The action-oriented clergy are having to go back to where the troops are now that the crusade is over. This may indicate the shallowness of much of what went under the banner of social action and social change in the sixties.

"But wasn't it fun while it lasted? We were turned on by the feeling that we were tilting at windmills and the monsters were really falling. And in a way, I suppose, by creating asocial climate in which legislation could take place, we did have some effect. Our cause was so obviously just and the enemy was so dumb as to use knives, sticks, police dogs, and fire hoses. You got some victories then. But the enemy is not so dumb anymore; in fact, the enemy is us. At least we are coopted into the system. Those who are still seriously into social action, who are now doing the hard drudge work of making the system move, they are in the main no longer clergymen, or at least no longer active pastors. But it was such a groovy trip while it lasted. . . .

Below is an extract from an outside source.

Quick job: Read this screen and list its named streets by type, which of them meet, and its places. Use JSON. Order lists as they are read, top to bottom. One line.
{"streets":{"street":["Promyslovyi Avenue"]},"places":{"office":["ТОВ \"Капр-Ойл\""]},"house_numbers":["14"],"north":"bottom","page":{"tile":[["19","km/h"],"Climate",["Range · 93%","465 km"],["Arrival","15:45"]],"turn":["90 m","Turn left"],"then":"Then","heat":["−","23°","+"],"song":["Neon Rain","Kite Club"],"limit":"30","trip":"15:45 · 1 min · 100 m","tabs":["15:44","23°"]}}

During the 1960s liberal Protestant leaders, at every level of church structure, made noble efforts to push, pull, and drag the churches into the twentieth century. But their efforts, having fallen short, instead churned to the surface all the latent conflict and tension simmering deep within. They are now experiencing tremendous pressure to stifle their efforts to enact policies consistent with their understanding of the implications of Christian theology in matters of brotherhood, justice, and peace. They are also discovering that the problem runs deeper than mere resistance to committing the institution to programs of social change; the churches themselves have been and continue to be stalwart agents reinforcing and providing legitimacy not only for the status quo but also for prejudice, intolerance, and hatred.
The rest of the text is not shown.